Stored data
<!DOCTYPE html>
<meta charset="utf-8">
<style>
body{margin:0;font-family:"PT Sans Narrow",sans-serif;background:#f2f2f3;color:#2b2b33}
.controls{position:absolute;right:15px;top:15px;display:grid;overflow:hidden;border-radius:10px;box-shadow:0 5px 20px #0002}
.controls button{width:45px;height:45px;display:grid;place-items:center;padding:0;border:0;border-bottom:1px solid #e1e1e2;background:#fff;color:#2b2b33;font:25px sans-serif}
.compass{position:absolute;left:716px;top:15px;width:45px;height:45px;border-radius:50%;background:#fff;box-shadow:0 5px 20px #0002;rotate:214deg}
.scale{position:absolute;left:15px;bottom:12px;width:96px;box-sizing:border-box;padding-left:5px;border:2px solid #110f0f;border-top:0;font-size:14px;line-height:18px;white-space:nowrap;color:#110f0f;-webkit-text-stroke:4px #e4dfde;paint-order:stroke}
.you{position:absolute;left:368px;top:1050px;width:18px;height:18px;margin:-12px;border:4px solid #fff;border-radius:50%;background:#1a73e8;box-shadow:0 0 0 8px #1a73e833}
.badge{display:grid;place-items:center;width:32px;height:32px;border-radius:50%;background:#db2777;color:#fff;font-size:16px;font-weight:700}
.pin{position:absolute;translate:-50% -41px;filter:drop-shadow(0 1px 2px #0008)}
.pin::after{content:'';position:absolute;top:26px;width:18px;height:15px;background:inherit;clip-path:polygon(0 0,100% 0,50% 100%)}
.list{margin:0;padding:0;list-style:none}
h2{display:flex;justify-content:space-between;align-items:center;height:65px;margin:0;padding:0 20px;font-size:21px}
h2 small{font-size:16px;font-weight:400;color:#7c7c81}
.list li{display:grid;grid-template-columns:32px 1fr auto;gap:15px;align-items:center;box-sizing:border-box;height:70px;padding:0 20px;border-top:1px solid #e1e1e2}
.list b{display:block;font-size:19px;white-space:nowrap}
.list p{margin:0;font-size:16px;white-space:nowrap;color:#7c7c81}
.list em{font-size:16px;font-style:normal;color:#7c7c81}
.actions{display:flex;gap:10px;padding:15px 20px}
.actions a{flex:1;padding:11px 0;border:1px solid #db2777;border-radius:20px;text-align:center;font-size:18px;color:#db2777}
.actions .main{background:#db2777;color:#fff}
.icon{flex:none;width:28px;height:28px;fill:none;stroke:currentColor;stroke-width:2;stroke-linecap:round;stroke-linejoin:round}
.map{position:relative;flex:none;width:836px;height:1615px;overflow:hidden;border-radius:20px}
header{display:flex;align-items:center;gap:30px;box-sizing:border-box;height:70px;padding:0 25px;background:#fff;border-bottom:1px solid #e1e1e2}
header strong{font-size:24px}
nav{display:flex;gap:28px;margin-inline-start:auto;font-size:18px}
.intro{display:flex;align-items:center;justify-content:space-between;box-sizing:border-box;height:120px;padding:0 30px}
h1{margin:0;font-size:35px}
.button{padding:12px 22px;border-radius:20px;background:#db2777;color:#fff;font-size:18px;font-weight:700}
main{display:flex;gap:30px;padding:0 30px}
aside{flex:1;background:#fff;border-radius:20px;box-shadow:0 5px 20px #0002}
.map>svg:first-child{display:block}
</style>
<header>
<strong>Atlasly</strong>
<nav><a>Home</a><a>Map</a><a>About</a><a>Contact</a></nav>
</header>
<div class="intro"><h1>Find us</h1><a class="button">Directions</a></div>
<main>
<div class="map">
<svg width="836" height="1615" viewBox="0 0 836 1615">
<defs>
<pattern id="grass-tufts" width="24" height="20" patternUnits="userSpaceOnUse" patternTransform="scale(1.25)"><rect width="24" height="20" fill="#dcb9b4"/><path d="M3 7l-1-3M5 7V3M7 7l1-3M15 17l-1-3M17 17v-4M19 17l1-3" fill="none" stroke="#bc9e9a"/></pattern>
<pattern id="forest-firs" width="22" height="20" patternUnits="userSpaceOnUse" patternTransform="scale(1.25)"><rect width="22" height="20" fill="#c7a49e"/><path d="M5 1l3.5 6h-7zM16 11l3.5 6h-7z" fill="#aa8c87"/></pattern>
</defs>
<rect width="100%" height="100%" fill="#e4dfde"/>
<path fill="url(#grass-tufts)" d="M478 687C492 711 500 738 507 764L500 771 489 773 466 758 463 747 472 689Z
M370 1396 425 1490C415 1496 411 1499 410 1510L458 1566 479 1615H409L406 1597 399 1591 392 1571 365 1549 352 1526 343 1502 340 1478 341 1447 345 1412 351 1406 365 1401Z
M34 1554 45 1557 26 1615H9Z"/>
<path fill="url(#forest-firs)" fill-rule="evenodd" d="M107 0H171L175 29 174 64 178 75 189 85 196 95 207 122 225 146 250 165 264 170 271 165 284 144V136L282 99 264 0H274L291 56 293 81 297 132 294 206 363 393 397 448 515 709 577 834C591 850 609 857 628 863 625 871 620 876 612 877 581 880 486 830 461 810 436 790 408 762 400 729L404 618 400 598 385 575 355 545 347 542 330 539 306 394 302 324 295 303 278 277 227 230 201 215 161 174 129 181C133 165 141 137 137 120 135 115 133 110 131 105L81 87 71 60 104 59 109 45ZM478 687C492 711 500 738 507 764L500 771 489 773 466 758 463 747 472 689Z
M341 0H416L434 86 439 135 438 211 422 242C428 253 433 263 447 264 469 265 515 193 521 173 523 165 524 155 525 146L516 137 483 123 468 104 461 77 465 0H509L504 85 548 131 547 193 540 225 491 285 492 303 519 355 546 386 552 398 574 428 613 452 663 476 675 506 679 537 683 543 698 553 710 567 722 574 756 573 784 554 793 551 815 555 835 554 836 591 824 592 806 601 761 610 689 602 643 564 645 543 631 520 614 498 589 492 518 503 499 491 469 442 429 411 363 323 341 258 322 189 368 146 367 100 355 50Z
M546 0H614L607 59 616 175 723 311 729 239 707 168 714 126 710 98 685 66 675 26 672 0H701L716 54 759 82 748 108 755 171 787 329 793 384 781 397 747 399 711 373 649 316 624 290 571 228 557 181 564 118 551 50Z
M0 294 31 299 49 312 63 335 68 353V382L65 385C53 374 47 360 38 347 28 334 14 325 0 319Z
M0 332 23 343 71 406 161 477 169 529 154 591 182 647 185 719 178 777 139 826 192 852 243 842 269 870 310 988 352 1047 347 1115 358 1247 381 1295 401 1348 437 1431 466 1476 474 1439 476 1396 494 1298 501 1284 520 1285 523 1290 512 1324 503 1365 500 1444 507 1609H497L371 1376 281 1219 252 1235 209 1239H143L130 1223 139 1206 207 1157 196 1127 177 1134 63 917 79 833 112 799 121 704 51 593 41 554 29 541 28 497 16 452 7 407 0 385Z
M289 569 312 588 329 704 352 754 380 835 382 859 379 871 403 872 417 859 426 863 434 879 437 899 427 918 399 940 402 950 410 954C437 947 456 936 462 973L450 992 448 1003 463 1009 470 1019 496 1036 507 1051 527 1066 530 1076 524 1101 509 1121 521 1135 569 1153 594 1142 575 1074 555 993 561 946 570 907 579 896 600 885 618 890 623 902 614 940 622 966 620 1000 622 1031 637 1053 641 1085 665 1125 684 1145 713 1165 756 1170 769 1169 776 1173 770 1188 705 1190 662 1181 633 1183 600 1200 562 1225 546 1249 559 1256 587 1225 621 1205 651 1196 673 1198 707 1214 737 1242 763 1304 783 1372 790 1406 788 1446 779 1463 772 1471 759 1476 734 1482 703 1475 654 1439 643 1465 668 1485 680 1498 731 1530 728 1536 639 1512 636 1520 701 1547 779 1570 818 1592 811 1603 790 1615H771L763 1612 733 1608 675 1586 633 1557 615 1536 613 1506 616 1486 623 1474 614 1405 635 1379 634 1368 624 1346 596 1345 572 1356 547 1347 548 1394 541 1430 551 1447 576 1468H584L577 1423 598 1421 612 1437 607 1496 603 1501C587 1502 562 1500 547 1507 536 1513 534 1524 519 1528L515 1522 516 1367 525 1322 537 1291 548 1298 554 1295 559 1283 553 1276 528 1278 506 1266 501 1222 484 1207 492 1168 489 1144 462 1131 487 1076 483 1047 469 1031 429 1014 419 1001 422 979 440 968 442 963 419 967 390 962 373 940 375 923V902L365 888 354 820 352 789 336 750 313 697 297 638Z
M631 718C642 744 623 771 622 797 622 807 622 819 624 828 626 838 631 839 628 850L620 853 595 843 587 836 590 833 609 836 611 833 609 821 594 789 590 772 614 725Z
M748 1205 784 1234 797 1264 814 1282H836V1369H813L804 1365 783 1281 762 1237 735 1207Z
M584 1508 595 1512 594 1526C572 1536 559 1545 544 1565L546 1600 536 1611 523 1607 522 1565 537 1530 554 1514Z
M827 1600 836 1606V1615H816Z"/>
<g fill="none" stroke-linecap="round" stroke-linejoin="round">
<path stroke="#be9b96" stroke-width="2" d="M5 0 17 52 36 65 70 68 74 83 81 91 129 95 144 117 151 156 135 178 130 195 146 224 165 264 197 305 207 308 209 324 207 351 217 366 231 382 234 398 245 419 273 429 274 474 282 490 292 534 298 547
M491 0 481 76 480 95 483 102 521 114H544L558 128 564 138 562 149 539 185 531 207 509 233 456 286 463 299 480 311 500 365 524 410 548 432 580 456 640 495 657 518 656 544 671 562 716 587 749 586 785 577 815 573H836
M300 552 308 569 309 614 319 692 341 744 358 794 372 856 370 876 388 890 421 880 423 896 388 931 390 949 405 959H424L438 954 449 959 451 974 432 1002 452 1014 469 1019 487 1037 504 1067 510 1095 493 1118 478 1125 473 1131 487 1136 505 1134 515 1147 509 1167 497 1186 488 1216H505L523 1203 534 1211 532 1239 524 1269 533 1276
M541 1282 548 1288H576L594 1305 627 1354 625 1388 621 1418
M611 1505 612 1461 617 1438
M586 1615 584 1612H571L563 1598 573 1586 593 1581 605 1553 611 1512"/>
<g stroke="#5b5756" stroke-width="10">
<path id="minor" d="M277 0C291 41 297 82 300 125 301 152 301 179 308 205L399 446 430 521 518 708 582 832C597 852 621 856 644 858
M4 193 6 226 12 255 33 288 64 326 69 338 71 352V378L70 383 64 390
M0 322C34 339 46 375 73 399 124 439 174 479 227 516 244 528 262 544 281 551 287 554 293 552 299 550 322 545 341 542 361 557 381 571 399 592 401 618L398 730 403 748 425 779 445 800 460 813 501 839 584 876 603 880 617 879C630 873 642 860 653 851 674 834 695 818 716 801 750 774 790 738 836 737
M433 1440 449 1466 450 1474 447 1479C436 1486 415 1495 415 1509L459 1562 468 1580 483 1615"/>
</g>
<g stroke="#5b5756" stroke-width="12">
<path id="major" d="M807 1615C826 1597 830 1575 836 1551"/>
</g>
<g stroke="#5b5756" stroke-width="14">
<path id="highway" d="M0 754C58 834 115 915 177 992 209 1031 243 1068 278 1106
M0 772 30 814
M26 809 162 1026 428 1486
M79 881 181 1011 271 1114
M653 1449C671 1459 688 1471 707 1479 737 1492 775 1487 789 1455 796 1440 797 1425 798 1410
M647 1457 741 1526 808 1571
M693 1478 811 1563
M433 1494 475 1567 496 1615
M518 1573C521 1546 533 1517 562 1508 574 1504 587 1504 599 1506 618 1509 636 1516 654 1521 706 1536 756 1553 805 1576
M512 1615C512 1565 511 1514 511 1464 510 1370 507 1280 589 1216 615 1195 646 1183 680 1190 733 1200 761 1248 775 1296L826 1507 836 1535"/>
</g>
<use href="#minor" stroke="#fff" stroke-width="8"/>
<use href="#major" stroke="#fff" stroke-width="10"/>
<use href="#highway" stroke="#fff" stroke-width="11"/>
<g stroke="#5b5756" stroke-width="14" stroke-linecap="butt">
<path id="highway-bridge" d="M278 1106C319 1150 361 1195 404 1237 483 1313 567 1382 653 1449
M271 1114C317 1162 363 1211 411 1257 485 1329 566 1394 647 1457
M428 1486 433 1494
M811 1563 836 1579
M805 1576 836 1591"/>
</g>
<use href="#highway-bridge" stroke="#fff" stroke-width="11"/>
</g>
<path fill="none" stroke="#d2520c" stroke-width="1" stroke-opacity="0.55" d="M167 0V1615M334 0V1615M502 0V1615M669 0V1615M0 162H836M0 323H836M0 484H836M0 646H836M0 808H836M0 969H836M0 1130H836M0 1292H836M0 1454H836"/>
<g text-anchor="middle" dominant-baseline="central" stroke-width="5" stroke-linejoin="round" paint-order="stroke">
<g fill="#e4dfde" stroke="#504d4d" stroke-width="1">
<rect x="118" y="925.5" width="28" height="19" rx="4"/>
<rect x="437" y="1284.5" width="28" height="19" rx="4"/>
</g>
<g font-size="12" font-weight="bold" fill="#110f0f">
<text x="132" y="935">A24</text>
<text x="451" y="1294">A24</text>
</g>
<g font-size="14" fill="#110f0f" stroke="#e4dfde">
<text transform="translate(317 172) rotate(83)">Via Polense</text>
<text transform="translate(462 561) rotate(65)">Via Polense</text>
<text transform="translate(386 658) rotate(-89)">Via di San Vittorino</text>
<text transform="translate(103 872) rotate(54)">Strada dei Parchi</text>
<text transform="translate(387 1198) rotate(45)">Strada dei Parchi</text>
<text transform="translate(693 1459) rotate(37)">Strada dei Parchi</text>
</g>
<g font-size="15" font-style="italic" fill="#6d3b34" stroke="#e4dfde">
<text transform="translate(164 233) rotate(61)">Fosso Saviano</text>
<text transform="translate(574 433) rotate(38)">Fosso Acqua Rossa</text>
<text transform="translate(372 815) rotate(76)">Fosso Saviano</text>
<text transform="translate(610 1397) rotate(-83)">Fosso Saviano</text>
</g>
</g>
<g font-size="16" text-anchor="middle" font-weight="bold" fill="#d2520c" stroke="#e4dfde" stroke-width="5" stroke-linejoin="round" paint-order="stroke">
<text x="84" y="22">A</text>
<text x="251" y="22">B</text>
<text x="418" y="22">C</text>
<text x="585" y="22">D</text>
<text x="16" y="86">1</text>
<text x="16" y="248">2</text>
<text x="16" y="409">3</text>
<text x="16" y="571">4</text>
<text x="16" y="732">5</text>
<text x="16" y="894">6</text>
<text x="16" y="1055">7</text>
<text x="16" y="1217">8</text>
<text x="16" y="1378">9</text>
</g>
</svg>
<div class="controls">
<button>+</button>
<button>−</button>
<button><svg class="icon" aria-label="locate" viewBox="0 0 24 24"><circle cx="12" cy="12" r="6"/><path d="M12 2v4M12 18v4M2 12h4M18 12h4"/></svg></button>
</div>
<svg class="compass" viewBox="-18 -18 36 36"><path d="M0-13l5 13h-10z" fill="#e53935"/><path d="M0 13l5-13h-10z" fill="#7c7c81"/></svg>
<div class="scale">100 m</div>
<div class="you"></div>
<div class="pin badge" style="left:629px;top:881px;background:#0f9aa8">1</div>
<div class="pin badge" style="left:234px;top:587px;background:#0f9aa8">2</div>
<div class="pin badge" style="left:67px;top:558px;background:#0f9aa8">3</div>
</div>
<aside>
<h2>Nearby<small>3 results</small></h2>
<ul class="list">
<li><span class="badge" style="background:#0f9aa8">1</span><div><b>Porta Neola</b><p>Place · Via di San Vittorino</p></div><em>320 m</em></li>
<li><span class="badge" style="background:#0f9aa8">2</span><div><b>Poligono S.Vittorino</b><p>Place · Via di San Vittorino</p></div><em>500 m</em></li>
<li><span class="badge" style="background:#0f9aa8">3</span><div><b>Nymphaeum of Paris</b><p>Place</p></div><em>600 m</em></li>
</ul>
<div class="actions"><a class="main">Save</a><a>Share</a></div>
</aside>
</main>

> [Goal of the exercise]:
Tally the lines in the records that contain the word "header"; the answer is that number and nothing more.

> [Written answer]:
4